[Source data]
___

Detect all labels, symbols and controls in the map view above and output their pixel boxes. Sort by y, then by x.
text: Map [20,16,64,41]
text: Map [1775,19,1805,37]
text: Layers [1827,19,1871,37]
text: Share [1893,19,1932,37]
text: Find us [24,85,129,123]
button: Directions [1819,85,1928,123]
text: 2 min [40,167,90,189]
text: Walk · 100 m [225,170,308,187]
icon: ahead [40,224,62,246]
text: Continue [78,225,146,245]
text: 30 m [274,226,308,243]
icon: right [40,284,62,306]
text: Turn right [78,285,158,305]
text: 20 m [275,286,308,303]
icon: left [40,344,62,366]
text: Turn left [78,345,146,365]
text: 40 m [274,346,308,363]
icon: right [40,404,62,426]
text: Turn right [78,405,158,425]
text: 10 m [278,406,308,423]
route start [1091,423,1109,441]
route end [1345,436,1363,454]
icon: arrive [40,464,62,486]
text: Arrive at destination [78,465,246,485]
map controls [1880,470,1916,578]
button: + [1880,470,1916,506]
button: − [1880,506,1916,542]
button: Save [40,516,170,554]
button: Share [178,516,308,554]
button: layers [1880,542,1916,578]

___

#### Assignment
Which lines of the data include the string "Turn"? Copy each of them.

#### Response to the exercise
text: Turn right [78,285,158,305]
text: Turn left [78,345,146,365]
text: Turn right [78,405,158,425]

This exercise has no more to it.